Planning and positioning

Types of High-Flow Carotid Bypass

Fig. 33.1, Fukushima bypass type 1.
  • Type 1 bypass is indicated for the management of intracavernous giant aneurysms and cavernous carotid stenosis and for radical resection of invasive meningioma or malignant tumors in this location.

    Fig. 33.2, Fukushima bypass type 2.

  • Type 2 bypass is indicated for the repair of infratemporal or high cervical aneurysms, dissecting aneurysms, and stenosis and radical resection of infratemporal meningiomas or glomus tumors.

    Fig. 33.3, Fukushima bypass type 3.

  • Type 3 bypass is used for management of proximal carotid aneurysms and intracavernous aneurysms.

    Fig. 33.4, Fukushima bypass type 4.

  • Type 4 bypass is used for the management of basilar artery giant aneurysms.

  • Preoperative evaluation includes a complete neurologic examination and assessments for visual function, respiratory status, cardiovascular status, diabetes mellitus, and gastrointestinal function. Preoperative routine laboratory values (complete blood count, coagulation profile, electrolytes, chemistry, and basic metabolic profile), chest x-ray, and electrocardiogram are essential.

  • In addition to the standard neurologic examinations of computed tomography (CT), magnetic resonance imaging (MRI), or magnetic resonance angiography, a four-vessel catheter angiogram is essential for neuroradiologic evaluation of the vascular process. Frequently, a balloon occlusion test is indicated for assessment of cross flow or collateral circulation capacity.

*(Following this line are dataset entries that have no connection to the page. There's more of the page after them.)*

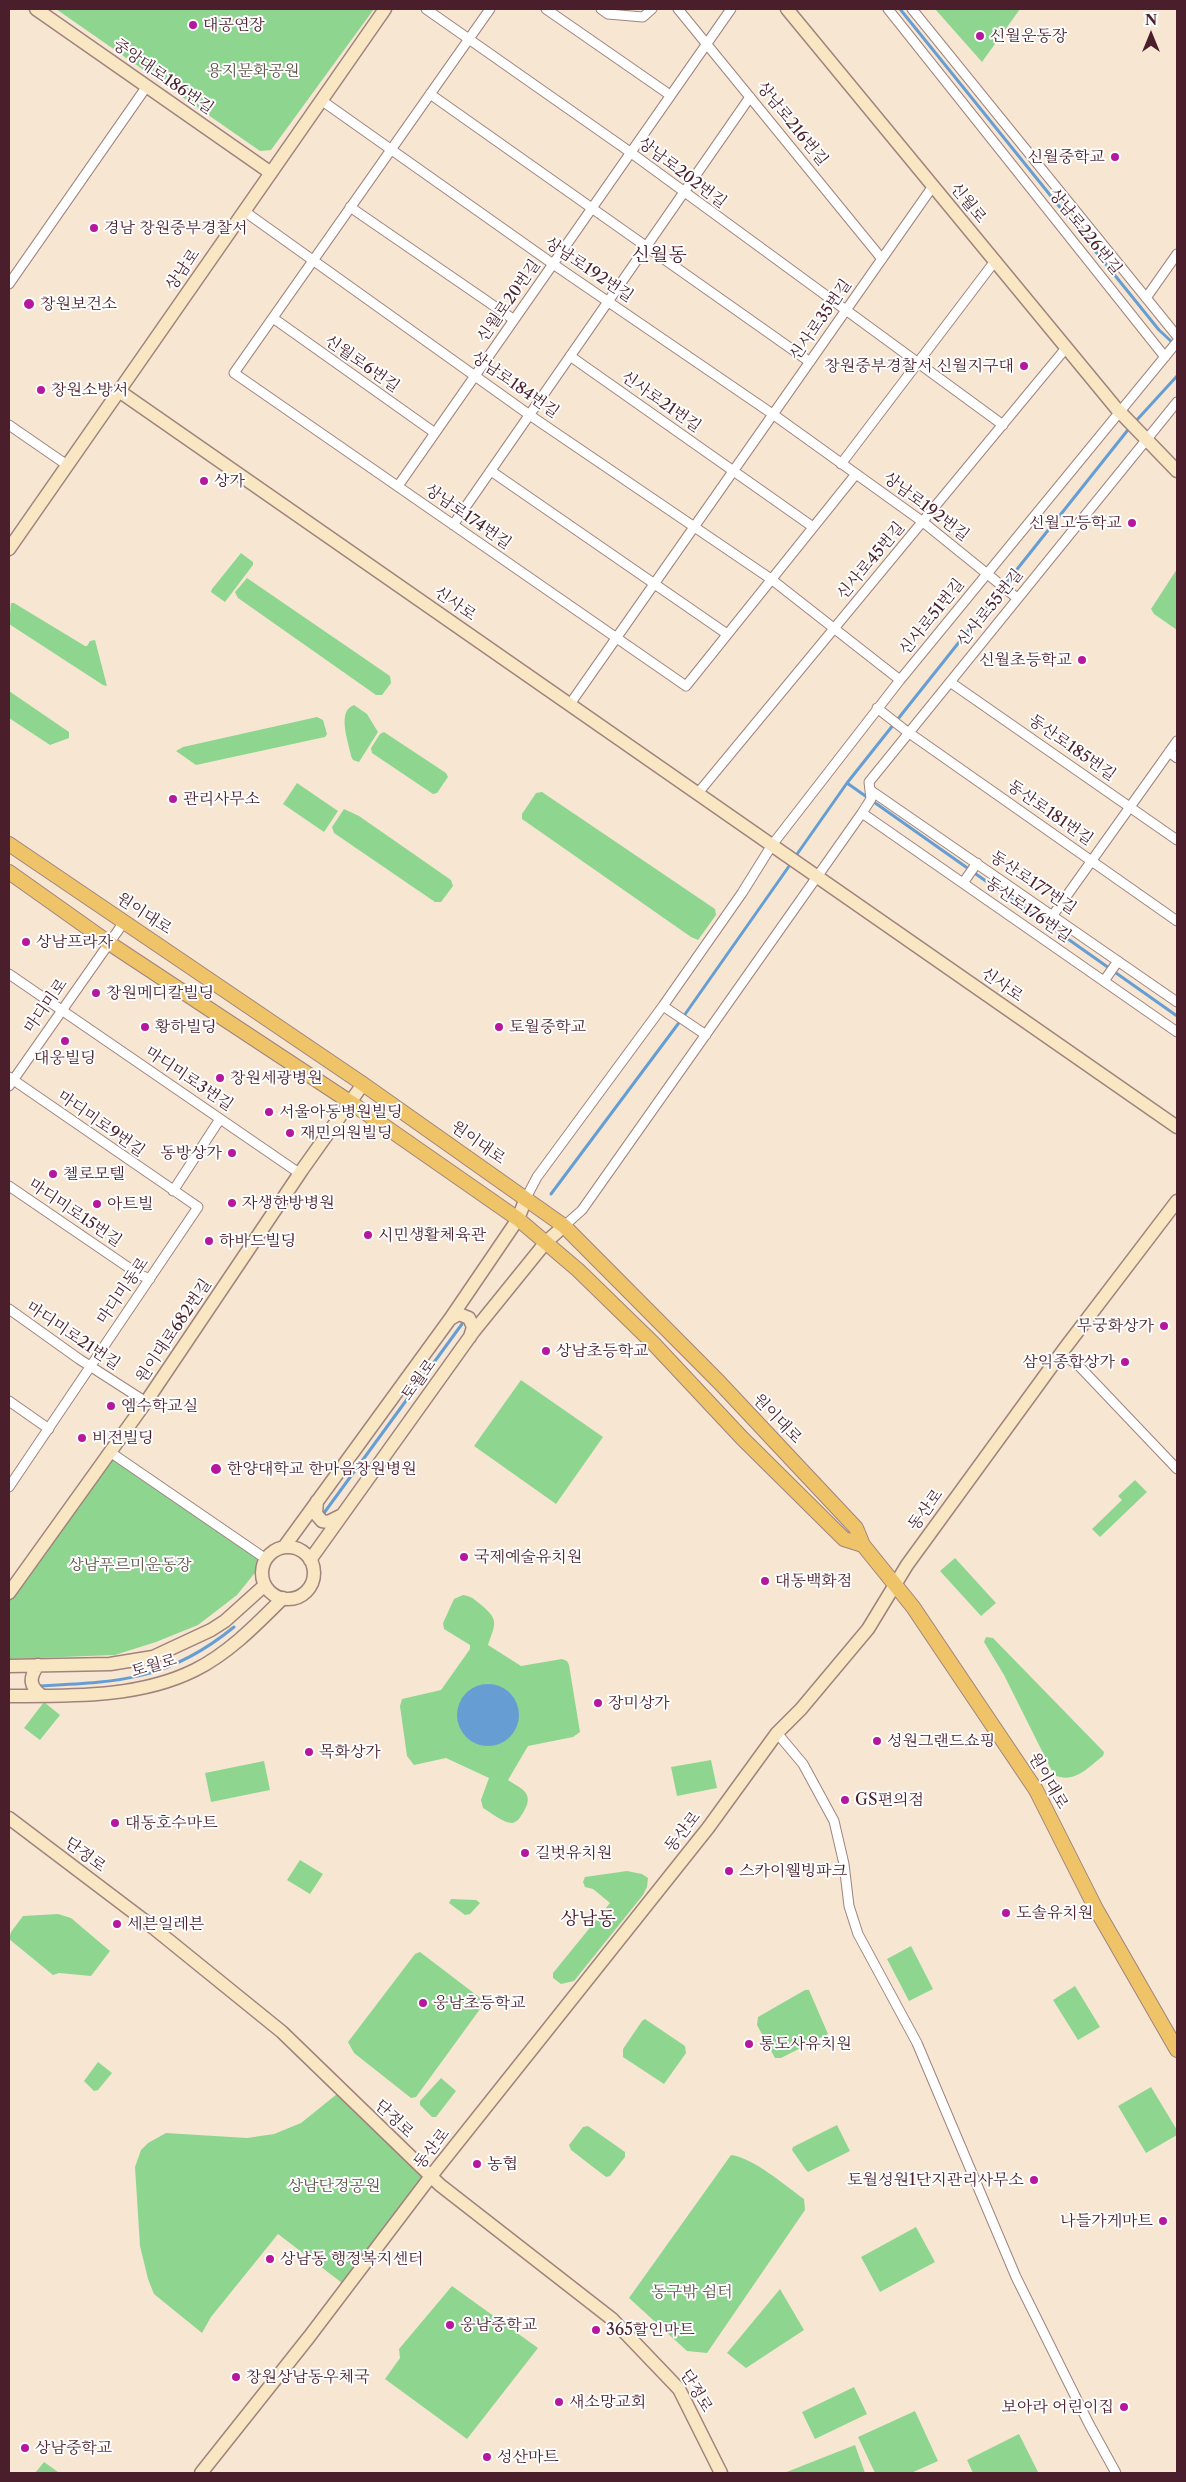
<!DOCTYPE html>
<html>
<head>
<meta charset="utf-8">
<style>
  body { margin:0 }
  #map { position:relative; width:1186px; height:2482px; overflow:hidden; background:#f7e7d2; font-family:"Libre Caslon Text",serif }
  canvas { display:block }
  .frame { position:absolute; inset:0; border:10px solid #4a1f2b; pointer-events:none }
  .north { position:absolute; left:1126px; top:10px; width:50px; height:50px; -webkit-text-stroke:4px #fff; paint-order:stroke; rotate:0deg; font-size:14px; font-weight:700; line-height:20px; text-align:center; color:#4a1f2b }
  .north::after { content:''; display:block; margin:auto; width:18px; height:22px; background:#4a1f2b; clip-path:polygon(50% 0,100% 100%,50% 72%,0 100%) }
</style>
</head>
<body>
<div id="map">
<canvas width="1186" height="2482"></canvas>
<div class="frame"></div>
<div class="north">N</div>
</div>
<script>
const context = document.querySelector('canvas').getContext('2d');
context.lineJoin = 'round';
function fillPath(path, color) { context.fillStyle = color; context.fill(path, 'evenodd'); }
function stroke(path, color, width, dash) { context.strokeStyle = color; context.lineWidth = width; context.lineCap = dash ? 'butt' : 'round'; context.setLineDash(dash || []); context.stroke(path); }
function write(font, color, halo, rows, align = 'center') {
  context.font = font + ' "Libre Caslon Text","Noto Serif KR",serif'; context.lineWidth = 4; context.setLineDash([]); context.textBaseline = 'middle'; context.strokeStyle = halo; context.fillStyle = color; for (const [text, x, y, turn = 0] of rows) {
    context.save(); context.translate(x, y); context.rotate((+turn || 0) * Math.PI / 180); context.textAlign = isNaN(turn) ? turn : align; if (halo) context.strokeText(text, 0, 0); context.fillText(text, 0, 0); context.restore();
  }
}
fillPath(new Path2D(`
  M56,9H55H374L271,150L260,151Z
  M935,9H1020L982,62Z
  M241,553L253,562V565L225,602L211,592L212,589Z
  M1177,569V630L1154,614L1151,609Z
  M247,578L390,676L391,683L382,695H376L238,598L235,592Z
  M11,603H14L85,646H87L90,641L95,640L107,686L103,685L9,624Z
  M9,691L69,732V738L50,745L9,718Z
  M354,705L367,714L378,732L359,762L353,760L351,756C349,743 336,711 354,705Z
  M317,717L323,720L327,734L325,737L196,765L176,751L183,747Z
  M384,732L446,773L448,777L437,793L433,794L372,753L371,748L380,734Z
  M297,783L338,811L324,832L283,804Z
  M542,792L715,909L716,915L698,940L691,937L522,819V814L536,793Z
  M344,809L359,816L451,880L453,886L441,902H435L334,833L332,827Z
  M521,1380L603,1437L556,1504L474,1446Z
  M110,1452L266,1559L237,1595L198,1625L156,1642L115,1655L9,1659V1593Z
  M1135,1480L1147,1492L1100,1537L1092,1529L1122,1500L1118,1496Z
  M955,1558L996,1603L981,1616L940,1571Z
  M463,1595C471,1596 474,1599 480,1604C500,1620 495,1624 488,1645L521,1666L562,1659L567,1661L569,1665L580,1732L573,1737L528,1746L508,1780C523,1790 535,1793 523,1813C520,1817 518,1822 512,1823C503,1823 490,1812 483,1808L481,1800L489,1778L446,1758L414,1765L407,1756L400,1706L402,1699L441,1690L470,1649V1645L444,1629L443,1623L454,1599Z
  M986,1637L993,1638L1104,1752L1103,1756C1087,1768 1075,1784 1054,1775L1004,1675L984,1642Z
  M44,1702L60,1715L40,1740L24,1728Z
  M711,1760L717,1788L677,1796L671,1767Z
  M264,1761L270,1790L211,1802L205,1773Z
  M300,1860L323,1874L310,1894L287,1880Z
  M627,1871L642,1874L648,1878L647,1887L643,1895L574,1981L561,1984L553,1978V1973L610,1903L593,1889L585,1887L583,1882L585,1877Z
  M451,1899L476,1900L480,1903L470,1914L465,1915L449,1903Z
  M58,1914L71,1918L110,1951L91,1976L59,1973L53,1975L9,1939L11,1932L23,1916Z
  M911,1946L933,1989L909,2001L887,1959Z
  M420,1952L479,1997L483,2005L416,2097L411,2098L354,2053L348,2042L415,1954Z
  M1075,1986L1100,2027L1078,2040L1053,2000Z
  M805,1990H809L828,2034L781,2058H775L757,2025L758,2017Z
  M645,2019L685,2046L686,2053L664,2084L623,2057V2049L642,2021Z
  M98,2062L112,2073L98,2090L94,2091L84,2081Z
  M441,2078L456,2091L436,2117H432L420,2105V2101Z
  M1151,2087L1177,2130V2135L1146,2153L1118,2106Z
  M342,2090L431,2176L346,2286L278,2234L211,2317L202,2333L154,2294L148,2279L140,2246L135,2167L141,2150L148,2143L166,2133L247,2138L274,2134L301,2123Z
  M837,2125L850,2151L808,2172L806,2170L792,2150L793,2147Z
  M588,2126L625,2152V2157L610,2176L606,2177L571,2150L569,2145L583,2127Z
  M731,2155C752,2157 786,2186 804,2199L805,2210L707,2353L687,2351L629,2298Z
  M916,2227L935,2262L880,2292L861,2257Z
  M452,2286L538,2348L467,2439L385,2379L400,2358L399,2349Z
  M780,2289L804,2330L746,2368L727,2353Z
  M854,2387L867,2414L815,2439L802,2412Z
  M915,2411L938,2461L911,2473H875L858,2437Z
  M1019,2434L1038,2472L973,2473L967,2460Z
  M855,2445L865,2473H784Z
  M44,2462L58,2472L59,2473H35Z`), '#8ed690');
fillPath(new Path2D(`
  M457 1715a31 31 0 1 1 62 0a31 31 0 1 1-62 0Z`), '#669ed4');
stroke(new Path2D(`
  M900,9L1159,330L1173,343
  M1135,422L1177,376
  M847,783L1177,1016
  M795,857L847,783L1131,426
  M551,1194L681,1020L792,862
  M324,1513L462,1324
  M38,1686C119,1682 168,1681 234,1627`), '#669ed4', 3);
const street = new Path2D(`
  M426,9L630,152L1003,425
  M490,9L234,373L686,686L856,474
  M546,9L670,95
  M601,9L608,14L643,17L652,9
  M678,9L882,259
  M888,9L1165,357
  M912,9L1177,336
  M430,94L810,362
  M321,100L553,264L774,415L923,522L1017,598
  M350,207L513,319
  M244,211L531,416L771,579L900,680
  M9,284L147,86
  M1146,298L1177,254
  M273,318L435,433
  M570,356L813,527
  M9,425L67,465
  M841,464L995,261
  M491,471L727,634
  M398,486L731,9
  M453,525L750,97
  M950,682L1177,840
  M570,704L933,186
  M877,708L905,730L1177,921
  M1169,752L1177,758
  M870,790L1177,1002
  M698,793L1066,348
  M862,813L1177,1032
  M963,883L977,863
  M1053,915L1177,741
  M9,974L299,1173
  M1104,981L1118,961
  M663,1006L706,1035
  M9,1077L198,1207L9,1487
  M9,1086L124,922
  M9,1186L138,1274L150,1279
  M173,1191L220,1119
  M526,1198L537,1177L663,1006L742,893L772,845L900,680L1177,342
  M564,1226L582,1210L862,813L871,799L869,782L1177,402
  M9,1309L79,1359L146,1402
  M1061,1353L1079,1366L1177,1469
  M9,1401L49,1429
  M110,1452L266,1559
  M777,1733L803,1764L834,1821L844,1864L849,1906L858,1934L917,2043L1016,2277L1089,2424L1116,2473`);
const secondary = new Path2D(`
  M36,9L271,173
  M787,9L1116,408L1177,471
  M119,391L1177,1127
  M9,549L385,9
  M450,1319L459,1314L469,1318L473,1327L470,1337
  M317,1501L316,1514L322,1521L328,1522L340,1516
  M284,1547L450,1319L518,1219L526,1198
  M262 1573a26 26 0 1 1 52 0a26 26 0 1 1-52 0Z
  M310,1560L474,1331L546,1242L564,1226
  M9,1593L146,1402L302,1170L363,1084
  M38,1665C29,1678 29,1686 42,1696
  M9,1666L110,1664L153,1657L211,1630L225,1621L265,1585
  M9,1696C70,1696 139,1698 195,1670C229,1653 257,1624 283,1598
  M9,1818L145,1921L282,2032L440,2185L612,2319L679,2389L721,2473
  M201,2473L309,2337L431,2176L708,1828L777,1733L801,1709L868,1629L907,1565L1065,1348L1177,1201`);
const primary = new Path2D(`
  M9,844L363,1084L564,1226L719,1382L856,1528L863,1545L913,1607L1036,1790L1096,1909L1177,2050
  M9,872L109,943L350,1102L518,1219L578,1270L653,1343L742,1438L844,1539L863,1545`);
stroke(street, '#a0837e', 11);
stroke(secondary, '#a0837e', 15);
stroke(primary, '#a0837e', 16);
stroke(street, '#fff', 9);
stroke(secondary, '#f9e7c3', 12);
stroke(primary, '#efc469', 14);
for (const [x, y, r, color] of [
  [193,25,5,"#b5179e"],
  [980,36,5,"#b5179e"],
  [1115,157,5,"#b5179e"],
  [94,228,5,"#b5179e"],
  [29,304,6,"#b5179e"],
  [1024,366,5,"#b5179e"],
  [41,390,5,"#b5179e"],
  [204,481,5,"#b5179e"],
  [1132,523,5,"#b5179e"],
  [1082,660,5,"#b5179e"],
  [173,799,5,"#b5179e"],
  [26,942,5,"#b5179e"],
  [96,993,5,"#b5179e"],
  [145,1027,5,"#b5179e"],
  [499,1027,5,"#b5179e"],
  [65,1041,5,"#b5179e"],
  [220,1078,5,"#b5179e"],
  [269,1112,5,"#b5179e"],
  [290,1133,5,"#b5179e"],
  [232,1153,5,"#b5179e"],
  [53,1174,5,"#b5179e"],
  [232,1203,5,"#b5179e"],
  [97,1204,5,"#b5179e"],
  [368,1235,5,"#b5179e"],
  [209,1241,5,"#b5179e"],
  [1164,1326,5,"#b5179e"],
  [546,1351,5,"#b5179e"],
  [1125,1362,5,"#b5179e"],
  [111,1406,5,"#b5179e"],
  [82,1438,5,"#b5179e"],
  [216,1469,6,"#b5179e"],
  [464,1557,5,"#b5179e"],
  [765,1581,5,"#b5179e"],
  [598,1703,5,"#b5179e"],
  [877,1741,5,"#b5179e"],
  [309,1752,5,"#b5179e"],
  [845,1800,5,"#b5179e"],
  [115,1823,5,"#b5179e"],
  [525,1853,5,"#b5179e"],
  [729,1871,5,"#b5179e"],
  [1006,1913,5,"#b5179e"],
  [117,1924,5,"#b5179e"],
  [423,2003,5,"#b5179e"],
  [749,2044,5,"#b5179e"],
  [477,2164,5,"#b5179e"],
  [1034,2180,5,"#b5179e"],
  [1163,2221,5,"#b5179e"],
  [270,2259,5,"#b5179e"],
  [450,2325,5,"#b5179e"],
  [596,2330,5,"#b5179e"],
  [236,2377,5,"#b5179e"],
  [559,2402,5,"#b5179e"],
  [1124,2407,5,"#b5179e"],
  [25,2448,5,"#b5179e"],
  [487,2457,5,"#b5179e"]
]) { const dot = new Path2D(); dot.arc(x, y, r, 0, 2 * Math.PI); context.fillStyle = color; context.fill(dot); stroke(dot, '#fff', 2); }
write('16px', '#4a1f2b', '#fff', [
  ["대공연장",203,25],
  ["신월운동장",990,36],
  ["신월중학교",1105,157,"right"],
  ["경남 창원중부경찰서",104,228],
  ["창원보건소",40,304],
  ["창원중부경찰서 신월지구대",1014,366,"right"],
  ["창원소방서",51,390],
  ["상가",214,481],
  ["신월고등학교",1122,523,"right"],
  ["신월초등학교",1072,660,"right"],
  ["관리사무소",183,799],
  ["상남프라자",36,942],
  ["창원메디칼빌딩",106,993],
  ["황하빌딩",155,1027],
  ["토월중학교",509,1027],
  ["대웅빌딩",65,1058,"center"],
  ["창원세광병원",230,1078],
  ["서울아동병원빌딩",279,1112],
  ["재민의원빌딩",300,1133],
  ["동방상가",222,1153,"right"],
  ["첼로모텔",63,1174],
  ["자생한방병원",242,1203],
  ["아트빌",107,1204],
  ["시민생활체육관",378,1235],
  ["하바드빌딩",219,1241],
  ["무궁화상가",1154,1326,"right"],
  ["상남초등학교",556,1351],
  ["삼익종합상가",1115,1362,"right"],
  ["엠수학교실",121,1406],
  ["비전빌딩",92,1438],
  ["한양대학교 한마음창원병원",227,1469],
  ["국제예술유치원",474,1557],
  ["대동백화점",775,1581],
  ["장미상가",608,1703],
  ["성원그랜드쇼핑",887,1741],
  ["목화상가",319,1752],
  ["GS편의점",855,1800],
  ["대동호수마트",125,1823],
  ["길벗유치원",535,1853],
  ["스카이웰빙파크",739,1871],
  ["도솔유치원",1016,1913],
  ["세븐일레븐",127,1924],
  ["웅남초등학교",433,2003],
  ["통도사유치원",759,2044],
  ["농협",487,2164],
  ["토월성원1단지관리사무소",1024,2180,"right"],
  ["나들가게마트",1153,2221,"right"],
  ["상남동 행정복지센터",280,2259],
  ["웅남중학교",460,2325],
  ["365할인마트",606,2330],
  ["창원상남동우체국",246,2377],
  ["새소망교회",569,2402],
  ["보아라 어린이집",1114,2407,"right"],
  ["상남중학교",35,2448],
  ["성산마트",497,2457]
], 'left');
write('16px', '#5e5649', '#fff', [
  ["용지문화공원",253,71],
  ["상남푸르미운동장",130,1565],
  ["상남단정공원",334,2186],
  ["동구밖 쉼터",692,2292]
]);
write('16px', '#4a1f2b', '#fff', [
  ["중앙대로186번길",163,77,35],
  ["상남로216번길",792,124,51],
  ["상남로202번길",682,173,37],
  ["신월로",968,203,51],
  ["상남로226번길",1085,232,51],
  ["상남로",183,270,-55],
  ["상남로192번길",589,270,34],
  ["신월로20번길",509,301,-55],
  ["신사로35번길",821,320,-55],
  ["신월로6번길",362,364,35],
  ["상남로184번길",515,385,35],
  ["신사로21번길",661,402,35],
  ["상남로192번길",926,507,37],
  ["상남로174번길",468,517,35],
  ["신사로45번길",871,561,-50],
  ["신사로",455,604,35],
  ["신사로55번길",990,608,-51],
  ["신사로51번길",932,617,-51],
  ["동산로185번길",1072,748,35],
  ["동산로181번길",1050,813,35],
  ["동산로177번길",1033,883,34],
  ["동산로176번길",1028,910,35],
  ["원이대로",144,914,33],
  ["신사로",1002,985,35],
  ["마디미로",46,1006,-55],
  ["마디미로3번길",189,1079,34],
  ["마디미로9번길",101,1124,35],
  ["원이대로",478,1143,35],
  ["마디미로15번길",75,1213,34],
  ["마디미동로",123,1291,-55],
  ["원이대로682번길",174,1331,-56],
  ["마디미로21번길",73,1336,34],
  ["토월로",419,1380,-54],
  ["원이대로",777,1419,46],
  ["동산로",926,1510,-54],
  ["토월로",154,1666,-16],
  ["원이대로",1048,1781,60],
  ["동산로",683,1832,-52],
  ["단정로",85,1855,37],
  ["단정로",394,2119,44],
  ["동산로",432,2149,-52],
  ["단정로",696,2391,59]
]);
write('19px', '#4a1f2b', '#fff', [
  ["신월동",659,256],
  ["상남동",588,1920]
]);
</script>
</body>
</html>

  • The patient is given a dose of preoperative antibiotics and dexamethasone (10 to 20 mg intravenously) before the skin incision. Brain relaxation is achieved with mannitol (25 to 50 g intravenously), furosemide (Lasix; 20 to 40 mg intravenously), and hyperventilation. When a tight brain is expected, a lumbar catheter may be inserted for continuous cerebrospinal fluid drainage intraoperatively and postoperatively. For temporary arterial occlusion during a difficult anastomosis procedure, a moderate dose of intravenous heparin (2000 to 4000 U), moderate hypothermia (33° C to 35° C), and barbiturate burst suppression pharmacologic brain protection may be used.

Positioning

Fig. 33.5, The patient is placed in the supine position with the head supported on an ear, nose, and throat (ENT) silicone pillow. The head is rotated to the other side for easy access to the frontotemporal craniotomy and to the submandibular cervical region. Most of the time, a three-pin skull clamp is avoided to facilitate opening of the cervical carotid artery and saphenous vein passage through submandibular, pterygoid, and subzygomatic areas to the subtemporal area. After the scalp and muscle layer are elevated, the head can be fixated securely with multiple blunt scalp hooks and blue silicone rubber bands anteriorly and posteriorly.
  • Generally, the patient’s upper torso is elevated 15 degrees, and the operating table is positioned at 15 degrees reverse Trendelenburg position to maintain the head above the level of the heart.